O garoto loiro tinha dado um pulo e tanto para frente e sem fazer a mínima idéia onde certamente estaria o inseto, de algum jeito conseguiu tê-lo nas mãos. Ele riu, bastante feliz e ofegante por já estar cansado de ter esvaziado suas energias mais cedo, só que possuir um gafanhoto em suas palmas parecia o deixar encantado demais ao ponto de ignorar o fato de estar enfadado. Levantou-se com o besouro ainda preso e assim seguiu até a casa, entrando duma forma desengonçada pela porta de madeira sem muita dificuldades, o cheiro estremecedor de algo estar sendo feito pro almoço fazia do menino esquecer um pouco seu hiperfoco; o estômago parecia impedi-lo só de sentir aquele aroma atiçador, mas tudo fora interrompido quando o menino tomou um susto e deixou o inseto fugir de suas mãos, pulando e saltitando para debaixo do sofá. Um homem alto, loiro e que usava óculos apareceu atrás dele, mesmo com um semblante completamente sério, o menino parecia muito confortável na sua presença
— Qué estás haciendo Luan?—o adulto perguntou
— Papá!—o menino que se denominava Luan Inflou as bochechas, claramente irritado pela aparição do pai, mas tentou ignorá-lo enquanto ajoelhava-se e procurava o inseto que havia escapado— Você assustou meu gafanhoto!

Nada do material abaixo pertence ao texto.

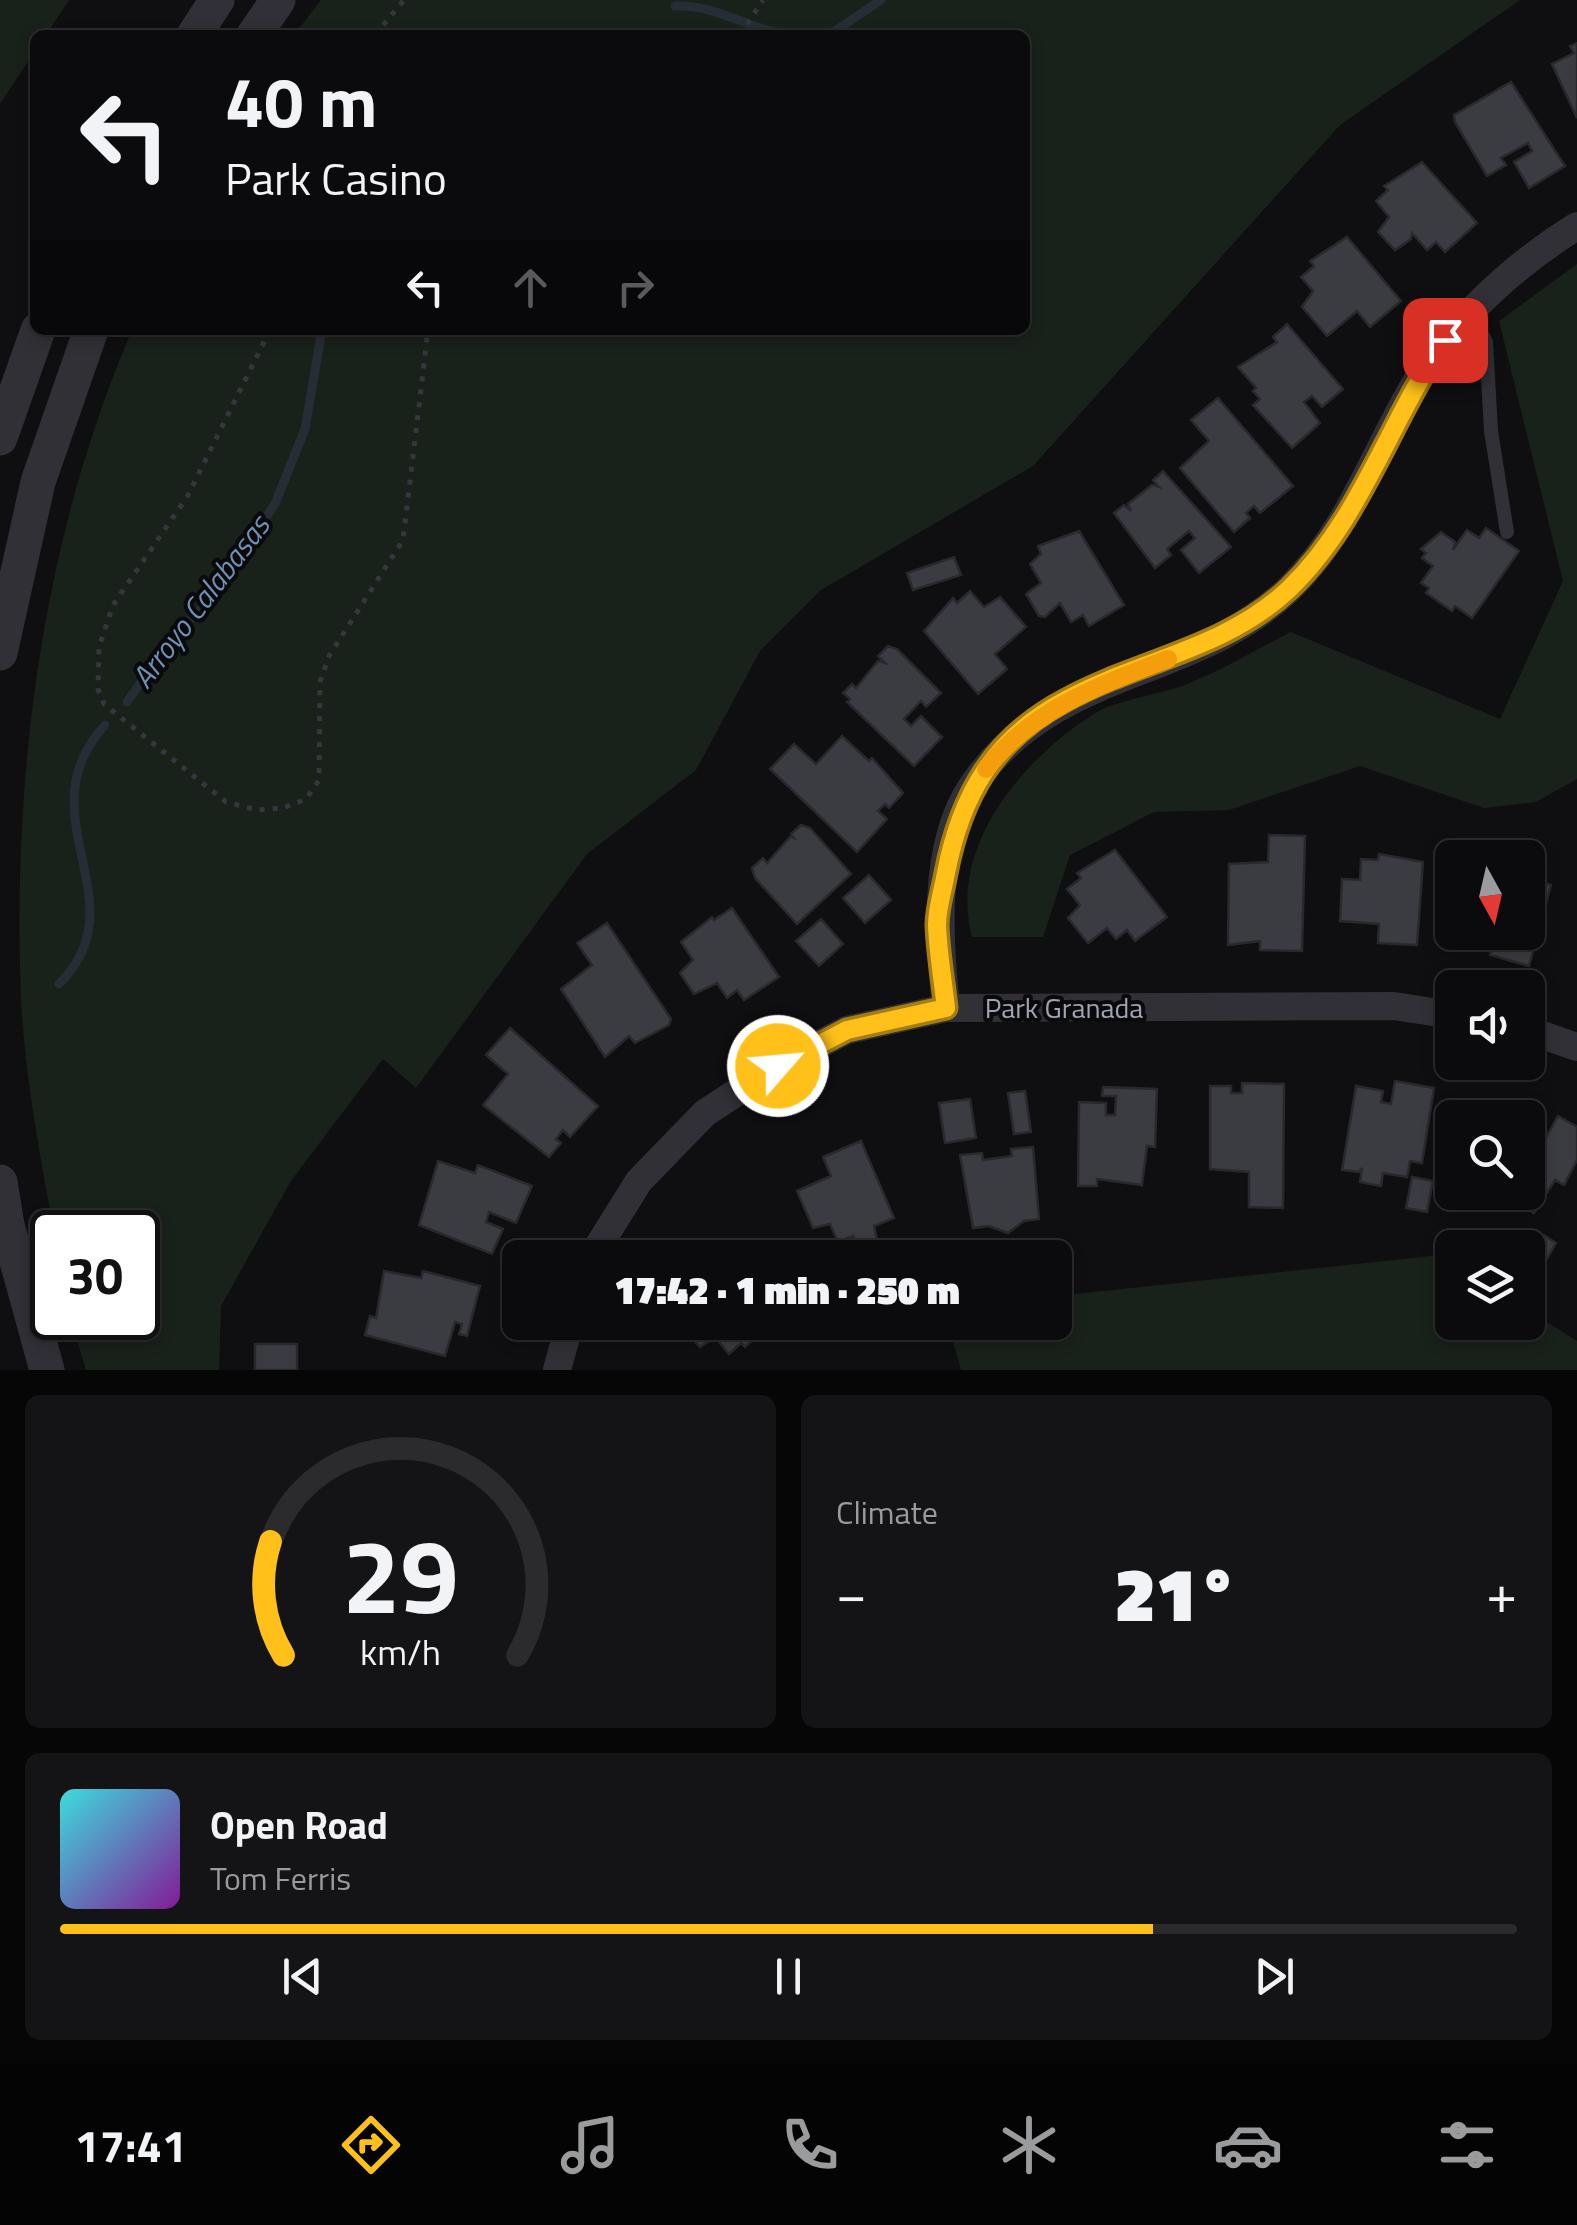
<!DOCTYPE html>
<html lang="en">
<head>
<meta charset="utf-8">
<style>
  :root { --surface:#0b0b0d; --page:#141416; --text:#f1f3f6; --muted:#9a9b9d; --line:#2b2b2e; --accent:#ffc119 }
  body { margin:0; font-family:"Titillium Web",sans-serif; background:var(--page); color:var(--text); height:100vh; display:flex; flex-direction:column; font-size:38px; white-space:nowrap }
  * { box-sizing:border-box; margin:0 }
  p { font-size:32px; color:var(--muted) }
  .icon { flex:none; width:55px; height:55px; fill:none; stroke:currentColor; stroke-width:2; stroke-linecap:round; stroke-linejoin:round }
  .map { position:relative; height:1370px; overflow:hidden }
  .details { display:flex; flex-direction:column; gap:25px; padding:25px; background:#060607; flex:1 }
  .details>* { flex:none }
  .guide { position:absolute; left:30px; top:30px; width:1000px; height:305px; border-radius:15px; box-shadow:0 5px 15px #0003,0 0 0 2px var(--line); background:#0b0b0d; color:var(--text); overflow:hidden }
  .needle { width:65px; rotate:172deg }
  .fabs { position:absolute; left:1435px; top:840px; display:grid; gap:20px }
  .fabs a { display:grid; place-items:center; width:110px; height:110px; border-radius:15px; background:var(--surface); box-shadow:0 5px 15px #0003,0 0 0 2px var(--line); font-size:50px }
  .speed { position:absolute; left:30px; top:1210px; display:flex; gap:20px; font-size:50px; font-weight:700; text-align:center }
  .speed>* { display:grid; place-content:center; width:130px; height:130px; border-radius:50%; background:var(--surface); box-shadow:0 5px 15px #0003,0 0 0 2px var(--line); line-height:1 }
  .speed .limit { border:5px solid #111; border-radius:15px; background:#fff; color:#111 }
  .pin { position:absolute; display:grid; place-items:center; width:85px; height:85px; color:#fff; margin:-42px; border-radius:20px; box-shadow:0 5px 15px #0006 }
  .me { position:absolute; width:110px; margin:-55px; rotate:63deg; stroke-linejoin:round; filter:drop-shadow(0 0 8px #0008) }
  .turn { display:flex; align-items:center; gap:35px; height:210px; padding:0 30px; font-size:45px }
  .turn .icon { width:130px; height:130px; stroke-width:2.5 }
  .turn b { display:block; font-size:70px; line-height:85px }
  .lanes { display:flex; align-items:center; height:95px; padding:0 30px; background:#0003; justify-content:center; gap:50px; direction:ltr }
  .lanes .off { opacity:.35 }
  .big { font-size:75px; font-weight:800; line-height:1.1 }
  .details .widget { flex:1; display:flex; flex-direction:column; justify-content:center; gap:15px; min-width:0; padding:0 35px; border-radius:15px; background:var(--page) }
  .details .dial { align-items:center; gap:0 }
  .dial svg { height:260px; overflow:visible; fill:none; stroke:var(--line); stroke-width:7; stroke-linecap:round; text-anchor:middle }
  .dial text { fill:var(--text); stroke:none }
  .song { display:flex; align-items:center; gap:30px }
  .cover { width:120px; height:120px; border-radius:15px; background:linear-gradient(135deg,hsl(180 70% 55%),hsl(290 70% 35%)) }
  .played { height:10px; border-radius:5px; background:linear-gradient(90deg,var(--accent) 75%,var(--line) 75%) }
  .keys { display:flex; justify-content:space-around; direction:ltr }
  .heat { display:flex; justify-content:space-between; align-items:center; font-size:55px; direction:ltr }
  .details .tiles { flex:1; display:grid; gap:25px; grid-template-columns:1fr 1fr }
  .widget:last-child { grid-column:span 2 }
  .trip { position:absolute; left:502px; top:1240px; width:570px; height:100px; border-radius:15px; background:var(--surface); box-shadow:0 5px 15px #0003,0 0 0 2px var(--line); font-weight:800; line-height:100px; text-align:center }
  .menu { display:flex; height:160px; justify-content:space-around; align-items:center; background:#040405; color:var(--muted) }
  .menu .icon { width:70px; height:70px }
  .menu .selected { color:var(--accent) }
  .menu b { font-size:45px; color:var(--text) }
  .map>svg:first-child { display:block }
  .green { fill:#19211b }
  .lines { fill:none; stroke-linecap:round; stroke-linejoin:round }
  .stream { stroke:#252d35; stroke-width:9 }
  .building { fill:#3b3c41; stroke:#29292d; stroke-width:2.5 }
  .path { stroke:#36373d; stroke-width:5; stroke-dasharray:5 8; stroke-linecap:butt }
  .service { stroke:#303036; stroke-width:14 }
  .minor { stroke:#303036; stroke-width:28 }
  .tertiary { stroke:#303036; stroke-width:35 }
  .route-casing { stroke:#a67d10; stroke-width:25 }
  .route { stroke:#ffc119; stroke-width:18 }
  .slow { stroke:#f59e0b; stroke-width:18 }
  .labels { text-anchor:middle; stroke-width:8; stroke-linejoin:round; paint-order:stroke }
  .street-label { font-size:28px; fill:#9fa4b3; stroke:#0a0a0c }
  .water-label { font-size:30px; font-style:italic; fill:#7190b3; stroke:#0a0a0c }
</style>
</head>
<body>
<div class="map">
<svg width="1577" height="1370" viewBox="0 0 1577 1370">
  <rect width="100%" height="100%" fill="#0f0f11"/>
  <path class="green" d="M0 0H69L46 35H35V51L0 104Z
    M321 0H1520L1340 125 1033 466 821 590 760 651 696 770 587 854 416 1088 383 1059 291 1181 221 1306 219 1370H86L70 1318H138V1232H54C40 1155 25 1078 21 999 12 772 42 540 132 330H1025V35H294Z
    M1577 264V779L1536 802 1484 808 1360 766 1229 810 1154 812 1070 855 1043 937H972C948 847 1021 761 1092 715 1119 698 1158 696 1187 684 1223 670 1257 649 1291 632L1500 719 1563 581 1499 321Z
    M1441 1255 1452 1263V1322H1528V1310L1577 1341V1370H961L951 1335 987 1323 1055 1322V1299L1066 1295Z"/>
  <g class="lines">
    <path class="stream" d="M675 6C717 4 748 30 791 35
      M829 35 881 0
      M127 702 172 638 217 592 275 504 305 429 322 330
      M59 984C142 902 22 815 105 725"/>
  </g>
  <path class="building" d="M1577 43V118L1552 64 1574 53 1570 46Z
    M1511 82 1565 166 1529 188 1514 162 1532 151 1528 143 1501 158 1506 165 1487 176 1455 122 1454 115Z
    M1422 162 1477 223 1445 252 1436 242 1427 250 1412 233 1411 239 1395 250 1378 232 1389 217 1376 201 1388 190 1384 186Z
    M1347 237 1401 301 1370 327 1357 311 1327 336 1302 307 1313 291 1301 277 1314 266 1310 261Z
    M1287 324 1343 389 1322 407 1312 396 1304 402 1320 423 1292 448 1253 405 1260 399 1253 391 1256 388 1238 367 1277 342 1273 337Z
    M1218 398 1293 486 1260 513 1254 506 1246 513 1250 518 1234 532 1180 468 1209 441 1191 420Z
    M1163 471 1231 547 1199 573 1181 550 1195 538 1189 531 1167 549 1171 555 1155 568 1114 513 1124 505 1131 511 1128 504 1152 485 1159 487 1153 480Z
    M1486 528 1519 551 1472 618 1455 606 1452 611 1426 593 1429 588 1421 583 1433 566 1422 558 1426 553 1421 549 1441 532 1455 542 1453 550 1467 530 1479 538Z
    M1079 531 1124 605 1089 626 1083 615 1071 622 1060 603 1045 617 1039 616 1026 594 1041 583 1030 564 1041 554 1038 546Z
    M954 557 961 575 913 590 907 573Z
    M970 591 984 607 1000 597 1026 627 995 654 1007 669 978 694 924 631 953 598 957 603Z
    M888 646 897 649 941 693 926 707 921 701 904 719 911 726 921 716 942 737 914 766 847 702 850 699 843 693 852 684 856 688 878 661 885 663 878 656Z
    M842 736 869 761 872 758 903 793 889 808 885 804 878 811 887 819 857 852 770 769 794 744 816 764Z
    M801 825 810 828 851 874 797 924 755 878 752 868 763 858 767 863 790 837 794 838 791 834Z
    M1269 835 1305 836 1302 951 1260 950V941L1228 945 1229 864 1268 862Z
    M1115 850 1167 917 1135 941 1127 930 1116 939 1107 928 1088 943 1068 918 1080 905 1067 889 1081 878 1077 873Z
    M1379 854 1423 862 1417 945 1378 943 1379 924 1340 921 1342 879 1360 880 1361 859 1378 860Z
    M1528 873 1529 879 1551 885 1529 966 1490 955 1494 942 1480 938 1482 932H1528Z
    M869 875 891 900 865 923 843 898Z
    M732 908 779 977 744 1000 737 990 727 998 717 983 694 994 680 973 693 960 681 942 712 917 714 920Z
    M821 919 843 944 819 966 796 941Z
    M607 923 671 1019 669 1025 635 1043 629 1036 605 1057 561 989 592 965 577 943Z
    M510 1028 598 1106 570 1137 563 1130 556 1139 561 1143 549 1157 483 1105 508 1074 486 1055Z
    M1395 1081 1434 1088 1422 1163 1410 1161 1407 1177 1383 1173 1381 1186 1360 1182 1362 1168 1359 1172 1342 1170 1356 1086 1383 1091 1381 1102 1391 1104Z
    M1242 1083 1284 1084 1283 1208 1249 1207V1172L1210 1169V1086H1231V1093H1242Z
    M1103 1087 1157 1089 1155 1147 1147 1146 1142 1185 1097 1179V1186H1078L1079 1102 1106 1103V1115H1115L1116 1096H1102Z
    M1025 1091 1031 1132 1014 1134 1008 1093Z
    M970 1099 976 1138 945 1143 939 1103Z
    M1519 1106 1544 1119 1535 1134 1545 1139 1558 1116 1577 1127V1160L1564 1185 1555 1180 1534 1213 1516 1203 1518 1198 1512 1195 1506 1207 1489 1198 1492 1192H1528V1118H1513Z
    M861 1141 894 1218 874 1226 881 1258H865L853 1236 838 1242 830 1224 813 1228 797 1191 831 1176 823 1157Z
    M1033 1147 1039 1219 1024 1221 1008 1233 989 1226 973 1228 960 1155 982 1153 983 1160 1012 1156 1011 1149Z
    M438 1161 475 1173 478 1165 532 1186 516 1223 489 1212 486 1222 503 1229 492 1254 419 1225Z
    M1412 1177 1433 1181 1427 1212 1406 1208Z
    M1535 1230 1556 1243 1536 1278 1528 1273 1525 1248Z
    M384 1271 421 1278 423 1271 480 1286 467 1336 459 1334 462 1324 455 1322 445 1356 365 1335 370 1316 376 1318Z
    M764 1322 758 1327 762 1331 745 1347 741 1343 729 1354 715 1337 700 1347 683 1328 685 1322Z
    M255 1344H297V1370H255Z"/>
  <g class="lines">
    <path class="path" d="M375 35 404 0
      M740 35 763 0
      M270 330 187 497 113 605 99 647 98 689 104 704 226 802 257 810 283 808 306 799 319 780 320 682 329 656 403 540 428 330"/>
    <path class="service" d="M1471 312 1486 342 1491 431 1507 532"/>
    <path class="minor" d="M946 1008C939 942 932 845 972 786 1056 664 1192 682 1289 589 1351 529 1375 449 1419 377 1457 317 1517 263 1577 226
      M1528 1030 1577 1047
      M591 1258 639 1181 705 1113 777 1066 847 1030 946 1008 1394 1006 1452 1015
      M557 1370 570 1322"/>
    <path class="tertiary" d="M194 35 217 0
      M254 35 278 0
      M0 438 38 330
      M0 653 38 482 91 330
      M0 1182 7 1225 47 1370"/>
  </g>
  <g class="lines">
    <g class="route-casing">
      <path id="route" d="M778 1066 847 1030 946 1008C943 981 938 953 937 925 937 908 943 890 946 873 961 795 994 738 1066 700 1139 660 1226 649 1289 589 1361 520 1389 421 1445 340"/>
    </g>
    <use href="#route" class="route"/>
    <path class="slow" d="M986 769C1033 709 1098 686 1168 659"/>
  </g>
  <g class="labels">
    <g class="street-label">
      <text x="1064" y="1018">Park Granada</text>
    </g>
    <g class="water-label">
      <text transform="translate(201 602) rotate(-53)" y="10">Arroyo Calabasas</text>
    </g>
  </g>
</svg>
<div class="fabs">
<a><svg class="needle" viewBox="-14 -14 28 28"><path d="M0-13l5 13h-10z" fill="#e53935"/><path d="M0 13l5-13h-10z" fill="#9a9b9d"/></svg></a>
<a><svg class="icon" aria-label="sound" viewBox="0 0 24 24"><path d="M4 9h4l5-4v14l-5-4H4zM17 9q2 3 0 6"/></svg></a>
<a><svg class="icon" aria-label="search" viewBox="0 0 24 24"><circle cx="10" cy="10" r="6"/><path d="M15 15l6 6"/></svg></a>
<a><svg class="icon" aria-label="layers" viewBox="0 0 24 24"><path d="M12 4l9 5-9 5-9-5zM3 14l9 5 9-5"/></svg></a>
</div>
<div class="speed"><div class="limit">30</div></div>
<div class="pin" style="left:1445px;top:340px;background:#d93025"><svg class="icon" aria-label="arrive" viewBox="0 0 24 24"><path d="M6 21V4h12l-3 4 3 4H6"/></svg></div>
<svg class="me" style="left:778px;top:1066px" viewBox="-20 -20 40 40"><circle r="17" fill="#ffc119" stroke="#fff" stroke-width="3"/><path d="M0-11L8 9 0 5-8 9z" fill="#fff"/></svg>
<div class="trip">17:42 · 1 min · 250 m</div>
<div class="guide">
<div class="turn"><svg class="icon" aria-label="left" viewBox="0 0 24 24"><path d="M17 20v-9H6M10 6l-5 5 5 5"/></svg><div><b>40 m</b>Park Casino</div></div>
<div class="lanes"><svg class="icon" aria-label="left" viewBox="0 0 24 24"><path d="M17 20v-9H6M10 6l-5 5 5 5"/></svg><svg class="icon off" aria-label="ahead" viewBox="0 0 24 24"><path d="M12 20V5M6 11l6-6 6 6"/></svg><svg class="icon off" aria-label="right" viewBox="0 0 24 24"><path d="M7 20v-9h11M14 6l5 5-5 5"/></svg></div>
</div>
</div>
<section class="details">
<div class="tiles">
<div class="widget dial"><svg viewBox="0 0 100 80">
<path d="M14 69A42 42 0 1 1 86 69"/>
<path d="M14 69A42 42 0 0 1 10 34" stroke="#ffc119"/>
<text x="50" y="56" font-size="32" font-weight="700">29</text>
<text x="50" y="72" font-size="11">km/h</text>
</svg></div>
<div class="widget"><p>Climate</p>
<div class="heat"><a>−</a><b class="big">21°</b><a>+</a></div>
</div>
<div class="widget">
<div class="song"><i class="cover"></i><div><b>Open Road</b><p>Tom Ferris</p></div></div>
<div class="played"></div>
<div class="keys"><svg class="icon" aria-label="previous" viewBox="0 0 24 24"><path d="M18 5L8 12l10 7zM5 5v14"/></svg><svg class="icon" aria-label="pause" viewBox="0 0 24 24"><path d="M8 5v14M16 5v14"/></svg><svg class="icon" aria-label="next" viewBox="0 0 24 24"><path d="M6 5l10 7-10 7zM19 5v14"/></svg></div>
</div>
</div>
</section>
<nav class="menu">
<b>17:41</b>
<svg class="icon selected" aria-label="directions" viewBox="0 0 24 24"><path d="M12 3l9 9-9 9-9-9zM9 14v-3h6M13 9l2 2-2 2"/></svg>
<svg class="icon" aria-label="music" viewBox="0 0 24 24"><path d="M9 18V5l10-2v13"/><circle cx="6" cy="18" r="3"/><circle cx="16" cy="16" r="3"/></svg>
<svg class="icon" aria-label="phone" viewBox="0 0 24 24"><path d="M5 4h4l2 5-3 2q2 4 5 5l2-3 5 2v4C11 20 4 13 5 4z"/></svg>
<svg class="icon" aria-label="climate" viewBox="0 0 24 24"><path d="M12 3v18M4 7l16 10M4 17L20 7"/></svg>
<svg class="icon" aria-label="car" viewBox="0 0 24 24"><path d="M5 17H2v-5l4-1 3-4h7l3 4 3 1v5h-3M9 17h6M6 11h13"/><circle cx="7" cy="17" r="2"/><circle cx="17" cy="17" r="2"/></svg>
<svg class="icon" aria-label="filters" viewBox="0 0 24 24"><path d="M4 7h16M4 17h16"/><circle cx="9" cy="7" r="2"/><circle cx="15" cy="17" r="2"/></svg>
</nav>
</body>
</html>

— Saltamontes?— o pai perguntou um pouco em dúvida do que seu filho se referia
— Saltamontes!— Luan afirmou.
O mais velho sorriu passando a mão na nuca enquanto respirava fundo, tinha se sentido culpado de certa forma por estragar a diversão do garoto, mas sabia que tal iria encontrá-lo novamente uma hora ou outra, só era questão de tempo
— Lu, notaste que tu portugués está muy bueno?—ele perguntou enquanto colocava ambas mãos na cintura, esperando uma resposta do mais novo— Lu?
— Hmmm! Creo que si- ahh achei!—finalmente o menino pôde encontrar o gafanhoto, o inseto felizmente saiu de seu esconderijo por desespero de estar sendo caçado, Luan teve que esforçar-se bastante para conseguir pegá-lo ali embaixo, mas no final das contas o que valia era que tinha conseguido recuperar o pequeno gafanhoto. Voltou a ficar em pé como se nada tivesse acontecido, assim, mostrou a conquista para o mais velho— Aqui papá!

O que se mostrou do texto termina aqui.